## Ensure you are using right kernal

In [None]:
import sys
print(sys.executable)

#### Load the initial set of training and test data. Do a quick analysis and train the model for least possible accuracy

In [None]:
## Load the packages
import pandas as pd

data_dir = '/datasets/kaggle/competitions/home-credit-default-risk/'

In [None]:
train = pd.read_csv(data_dir + "/application_train.csv", header=0, index_col=0)
train.head()

In [None]:
test = pd.read_csv(data_dir + "/application_test.csv", header=0, index_col=0)
test.head()

## Few important notes when converting categorical values to numeric
- Test dataset may not contain all the categories that are present in the training dataset
- The categorical names to values map of training dataset shall match to that of test datasets (eg. if `cash loans` is mapped to `1`. It shall have the same value `1` in both test and train datasets

*Note: In order to achieve the above. We shall merge the training and test datasets and then transform the categorical data to numeric ones*

In [None]:
train_temp = train.drop(['TARGET'], axis = 1)
print("Train shape : {} \n Test shape : {}".format(train.shape, test.shape))

In [None]:
merge_df = pd.concat([train_temp, test])
print(merge_df.shape)

In [None]:
# Find categorical columns
categorical_cols = set(list(merge_df.columns)) - set(list(merge_df._get_numeric_data().columns))

print(categorical_cols)

In [None]:
# Convert the categorical columns to numeric categories
for col in categorical_cols:
    merge_df[col] = pd.Categorical(merge_df[col])
    merge_df[col] = merge_df[col].cat.codes
    
print(merge_df.columns)

In [None]:
# Separate train and test data sets from a merged dataframe
train_1 = merge_df.iloc[0:307511,:]
test_1 = merge_df.iloc[307511:,:]

In [None]:
print("Train shape {} \n Test shape {}".format(train_1.shape, test_1.shape))

In [None]:
## Create features and labesl
train_X = train_1
train_y = train['TARGET'].values
test_X = test_1.copy()

In [None]:
### Print the shape of arrays

print("Shape of training feature vector : {} \n  Shape of training target : {} \n Shape of test feature vector {}".format(train_X.shape, train_y.shape, test_X.shape))

In [None]:
## Do the train, dev data split up
from sklearn.cross_validation import train_test_split
train_X_1,dev_X,train_y_1,dev_y = train_test_split(train_X.values,train_y,test_size=0.2,random_state=123)
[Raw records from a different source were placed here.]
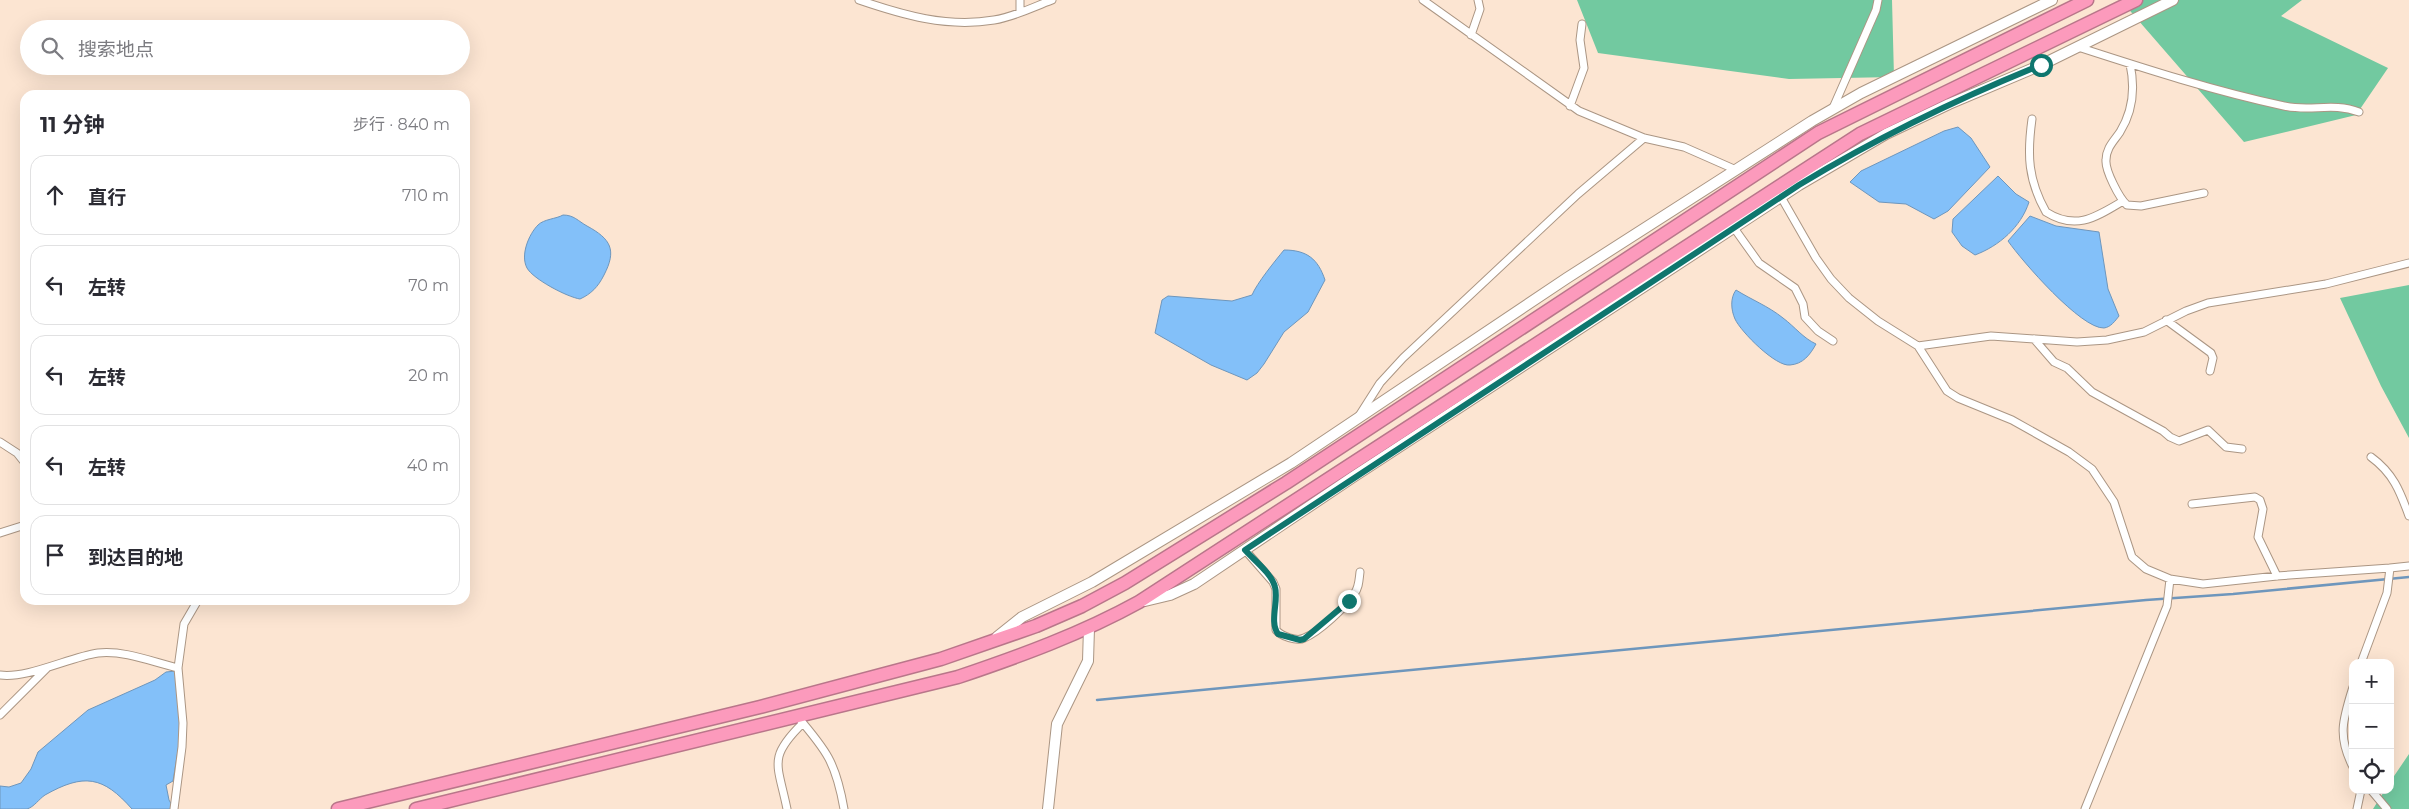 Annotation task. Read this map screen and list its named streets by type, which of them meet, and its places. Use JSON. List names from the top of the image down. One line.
{"page":{"search":"搜索地点","heading":["11 分钟","步行 · 840 m"],"list":[["直行","710 m"],["左转","70 m"],["左转","20 m"],["左转","40 m"],"到达目的地"],"map_buttons":["+","−"]}} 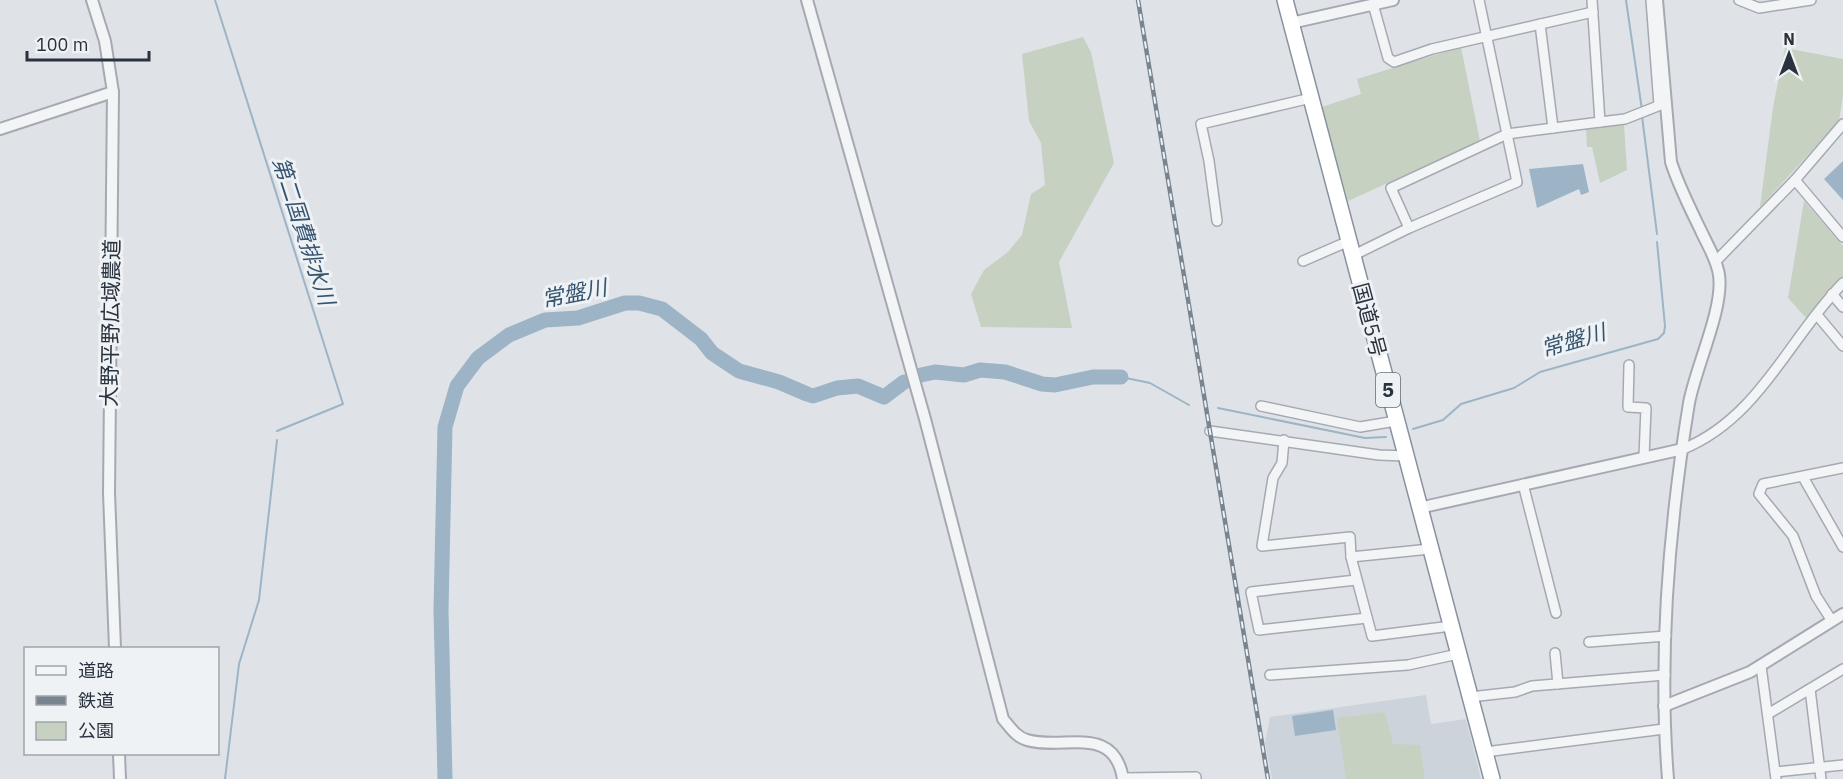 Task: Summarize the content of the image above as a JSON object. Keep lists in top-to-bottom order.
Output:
{
  "streets": {
    "highway": ["国道5号", "5"],
    "street": ["大野平野広域農道"]
  },
  "water": ["第二国費排水川", "常盤川"],
  "legend": ["道路", "鉄道", "公園"],
  "scale_bar": "100 m",
  "north": "top"
}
## Fit the data into XGBoost classifier

In [None]:
import xgboost as xgb
print(xgb.__version__)

In [None]:
import xgboost as xgb

ind_params = {
   # 'seed':27,
    'random_search_runs': 0,
    'booster': 'gbtree',
    'eval_metric': 'auc',
    #'eta': 0.001,
    'max_leaves': 30,
    'max_depth': 5,
    'max_bin': 255,
    'subsample': 0.5,
    'colsample_bytree': 0.5,
    'col_sample_bylevel': 1,
    'min_child_weight': 4,
    'lambda': 0.001,
    'alpha': 0.001,
   # 'scale_pos_weight': 1,
    'early_stopping_rounds': 1000,
    'n_estimators': 30000,
    'objective': 'binary:logistic',
    #'is_unbalance': True,
    #'n_estimators': 2673,
    #'num_leaves': 77,
    #'learning_rate': 0.007641070180129345,
    #'min_child_samples': 460,
    #'boosting_type': 'gbdt',
    #'subsample_for_bin': 240000,
    #'reg_lambda': 0.2040816326530612,
    #'reg_alpha': 0.8775510204081632,
    #'subsample': 0.9494949494949496,
    #'colsample_bytree': 0.7333333333333333,
   #'max_depth': 5,
   #'min_child_weight': 2,
   #'n_estimators': 100000,
   #'subsample': 0.7,
   'learning_rate': 0.01,
   #'nthread':6,
    #'gamma':1,
    # 'reg_alpha':0.005,
    # 'colsample_bytree':0.8,
    # 'scale_pos_weight':9,
    'gpu_id':1,
    #'reg_lambda':100.0,
    # 'colsample_bytree':0.8,
    'tree_method':'gpu_hist'
    #'colsample_bytree': 0.9,  # Subsample ratio of columns when constructing each tree.
    #'scale_pos_weight':200 # because training data is extremely unbalanced

        }

clf = xgb.XGBClassifier(**ind_params)
model = clf.fit(train_X_1, train_y_1, eval_set=[(train_X_1, train_y_1), (dev_X, dev_y)], eval_metric='auc', early_stopping_rounds=1000, verbose=True)

In [None]:
## Load the test data, predict and save the predictions
prediction = pd.DataFrame()
test_ids  = test.index.values
prediction["SK_ID_CURR"] = test_ids

print("Predicting...")
prediction["TARGET"] = model.predict_proba(data=test_X.values)[:,1]
print("writing into file...")
prediction.to_csv("home_credit_submission_xgboost_2708_1.csv",index=False)
print("Done")